* **ABOUT THIS EXERCISE**
Scan the records below and report how many lines contain the word "Lugar", giving the number by itself.

* **DATA PROVIDED**
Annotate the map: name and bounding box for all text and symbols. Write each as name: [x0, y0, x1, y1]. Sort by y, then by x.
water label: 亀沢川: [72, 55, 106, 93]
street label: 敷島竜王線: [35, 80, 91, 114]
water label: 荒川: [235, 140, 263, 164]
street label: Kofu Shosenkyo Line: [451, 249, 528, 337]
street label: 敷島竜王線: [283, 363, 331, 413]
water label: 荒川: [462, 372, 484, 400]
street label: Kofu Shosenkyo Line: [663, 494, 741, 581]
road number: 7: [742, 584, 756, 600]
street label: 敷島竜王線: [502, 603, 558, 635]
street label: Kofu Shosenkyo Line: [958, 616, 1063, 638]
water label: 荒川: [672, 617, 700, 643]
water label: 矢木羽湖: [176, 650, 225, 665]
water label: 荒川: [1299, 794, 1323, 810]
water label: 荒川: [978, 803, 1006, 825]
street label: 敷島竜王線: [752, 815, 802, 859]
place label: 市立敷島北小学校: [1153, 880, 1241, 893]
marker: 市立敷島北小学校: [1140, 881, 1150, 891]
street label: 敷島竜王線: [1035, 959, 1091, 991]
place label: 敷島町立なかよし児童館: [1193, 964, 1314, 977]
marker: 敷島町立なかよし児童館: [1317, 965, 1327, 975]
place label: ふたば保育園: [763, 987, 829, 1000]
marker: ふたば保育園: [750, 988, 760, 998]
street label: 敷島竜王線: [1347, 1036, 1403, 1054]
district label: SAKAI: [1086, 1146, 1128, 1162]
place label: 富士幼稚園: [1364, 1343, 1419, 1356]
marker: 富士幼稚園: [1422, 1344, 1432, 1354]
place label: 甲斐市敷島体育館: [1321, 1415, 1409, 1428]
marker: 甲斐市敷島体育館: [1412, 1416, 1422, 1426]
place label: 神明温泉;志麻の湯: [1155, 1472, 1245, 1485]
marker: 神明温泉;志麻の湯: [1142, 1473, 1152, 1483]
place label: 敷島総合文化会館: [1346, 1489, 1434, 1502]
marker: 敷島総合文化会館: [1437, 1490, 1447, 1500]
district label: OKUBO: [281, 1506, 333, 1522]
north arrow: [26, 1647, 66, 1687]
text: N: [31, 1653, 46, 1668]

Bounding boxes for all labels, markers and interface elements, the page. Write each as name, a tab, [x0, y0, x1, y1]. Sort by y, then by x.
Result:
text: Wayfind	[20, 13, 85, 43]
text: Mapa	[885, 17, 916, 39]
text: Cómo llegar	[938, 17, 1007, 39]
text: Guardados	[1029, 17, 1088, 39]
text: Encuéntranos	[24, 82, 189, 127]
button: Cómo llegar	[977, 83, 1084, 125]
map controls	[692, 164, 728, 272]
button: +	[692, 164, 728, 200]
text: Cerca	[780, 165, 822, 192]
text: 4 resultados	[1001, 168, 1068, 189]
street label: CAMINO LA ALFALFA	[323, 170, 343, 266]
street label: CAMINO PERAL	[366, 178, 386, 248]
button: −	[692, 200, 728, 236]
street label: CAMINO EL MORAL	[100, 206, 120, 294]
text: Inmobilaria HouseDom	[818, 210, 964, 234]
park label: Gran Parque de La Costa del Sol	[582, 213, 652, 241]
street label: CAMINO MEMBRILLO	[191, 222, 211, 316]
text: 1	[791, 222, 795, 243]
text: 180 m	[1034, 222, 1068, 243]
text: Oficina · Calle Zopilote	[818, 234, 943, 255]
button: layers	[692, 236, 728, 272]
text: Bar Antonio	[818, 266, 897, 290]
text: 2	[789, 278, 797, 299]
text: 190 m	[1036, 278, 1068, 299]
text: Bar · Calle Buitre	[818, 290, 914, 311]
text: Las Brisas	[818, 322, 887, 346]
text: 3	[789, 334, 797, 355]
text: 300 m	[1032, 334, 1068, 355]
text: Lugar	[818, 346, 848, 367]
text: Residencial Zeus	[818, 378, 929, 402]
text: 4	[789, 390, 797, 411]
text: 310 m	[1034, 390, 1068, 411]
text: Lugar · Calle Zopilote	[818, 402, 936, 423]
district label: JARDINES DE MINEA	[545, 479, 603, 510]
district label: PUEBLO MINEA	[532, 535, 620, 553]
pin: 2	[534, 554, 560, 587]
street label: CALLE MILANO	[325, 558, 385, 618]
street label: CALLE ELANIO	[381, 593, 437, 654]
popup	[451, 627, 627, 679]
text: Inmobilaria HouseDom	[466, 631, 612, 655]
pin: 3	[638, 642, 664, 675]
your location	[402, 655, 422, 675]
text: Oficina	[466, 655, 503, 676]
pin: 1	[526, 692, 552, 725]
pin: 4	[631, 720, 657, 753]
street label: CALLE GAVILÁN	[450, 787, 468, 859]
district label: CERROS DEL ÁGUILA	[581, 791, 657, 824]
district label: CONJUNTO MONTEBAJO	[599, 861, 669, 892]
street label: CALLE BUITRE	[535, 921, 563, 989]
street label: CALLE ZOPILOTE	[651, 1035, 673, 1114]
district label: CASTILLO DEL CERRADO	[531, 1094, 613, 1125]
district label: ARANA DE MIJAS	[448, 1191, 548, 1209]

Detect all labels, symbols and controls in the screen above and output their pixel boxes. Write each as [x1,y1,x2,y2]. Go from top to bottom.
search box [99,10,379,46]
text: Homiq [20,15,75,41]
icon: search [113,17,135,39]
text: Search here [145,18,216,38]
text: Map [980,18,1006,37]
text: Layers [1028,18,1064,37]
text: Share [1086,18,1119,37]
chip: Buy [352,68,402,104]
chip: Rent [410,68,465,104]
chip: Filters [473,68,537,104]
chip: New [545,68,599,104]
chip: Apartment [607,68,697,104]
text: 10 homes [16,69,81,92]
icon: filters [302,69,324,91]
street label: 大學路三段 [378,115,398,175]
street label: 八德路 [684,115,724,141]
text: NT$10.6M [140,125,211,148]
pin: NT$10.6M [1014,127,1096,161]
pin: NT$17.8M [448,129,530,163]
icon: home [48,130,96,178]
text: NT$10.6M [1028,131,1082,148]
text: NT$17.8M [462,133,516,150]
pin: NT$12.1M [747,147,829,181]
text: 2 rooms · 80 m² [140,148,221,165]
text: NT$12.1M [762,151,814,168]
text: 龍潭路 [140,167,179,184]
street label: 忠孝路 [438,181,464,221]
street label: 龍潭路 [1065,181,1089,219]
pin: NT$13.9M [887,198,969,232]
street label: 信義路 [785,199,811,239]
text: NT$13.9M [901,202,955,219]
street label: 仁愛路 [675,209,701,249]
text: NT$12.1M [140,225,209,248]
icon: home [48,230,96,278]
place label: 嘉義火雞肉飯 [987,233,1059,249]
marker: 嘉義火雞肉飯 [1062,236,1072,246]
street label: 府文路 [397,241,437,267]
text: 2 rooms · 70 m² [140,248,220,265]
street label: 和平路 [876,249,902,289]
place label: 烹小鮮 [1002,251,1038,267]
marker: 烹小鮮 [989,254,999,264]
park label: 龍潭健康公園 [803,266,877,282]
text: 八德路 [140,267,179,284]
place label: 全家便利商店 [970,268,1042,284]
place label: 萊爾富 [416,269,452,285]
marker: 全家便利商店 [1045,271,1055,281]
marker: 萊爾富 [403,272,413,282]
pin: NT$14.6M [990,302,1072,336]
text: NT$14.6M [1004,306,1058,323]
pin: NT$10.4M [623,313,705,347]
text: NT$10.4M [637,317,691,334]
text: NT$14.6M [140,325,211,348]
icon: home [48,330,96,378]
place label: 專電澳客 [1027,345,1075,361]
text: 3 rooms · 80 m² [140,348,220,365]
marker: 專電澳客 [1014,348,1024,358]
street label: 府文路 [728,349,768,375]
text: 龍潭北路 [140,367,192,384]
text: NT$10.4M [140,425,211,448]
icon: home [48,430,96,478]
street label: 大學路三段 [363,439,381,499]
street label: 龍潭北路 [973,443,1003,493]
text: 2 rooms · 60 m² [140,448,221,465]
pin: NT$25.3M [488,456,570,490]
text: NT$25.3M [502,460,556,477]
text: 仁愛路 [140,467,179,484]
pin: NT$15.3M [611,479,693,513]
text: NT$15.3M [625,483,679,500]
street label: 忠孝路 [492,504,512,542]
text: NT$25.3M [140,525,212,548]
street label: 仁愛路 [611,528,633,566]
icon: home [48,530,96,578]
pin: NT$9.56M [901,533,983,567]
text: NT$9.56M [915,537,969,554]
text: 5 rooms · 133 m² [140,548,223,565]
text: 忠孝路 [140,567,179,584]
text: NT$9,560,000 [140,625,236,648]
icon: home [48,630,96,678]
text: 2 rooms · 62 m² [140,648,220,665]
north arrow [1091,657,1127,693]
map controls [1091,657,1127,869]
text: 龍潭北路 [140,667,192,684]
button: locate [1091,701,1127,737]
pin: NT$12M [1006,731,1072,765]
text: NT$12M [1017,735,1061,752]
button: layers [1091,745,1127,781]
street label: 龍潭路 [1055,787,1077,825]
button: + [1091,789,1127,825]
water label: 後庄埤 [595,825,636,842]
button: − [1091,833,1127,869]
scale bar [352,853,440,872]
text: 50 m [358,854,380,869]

* **TASK RESPONSE**
2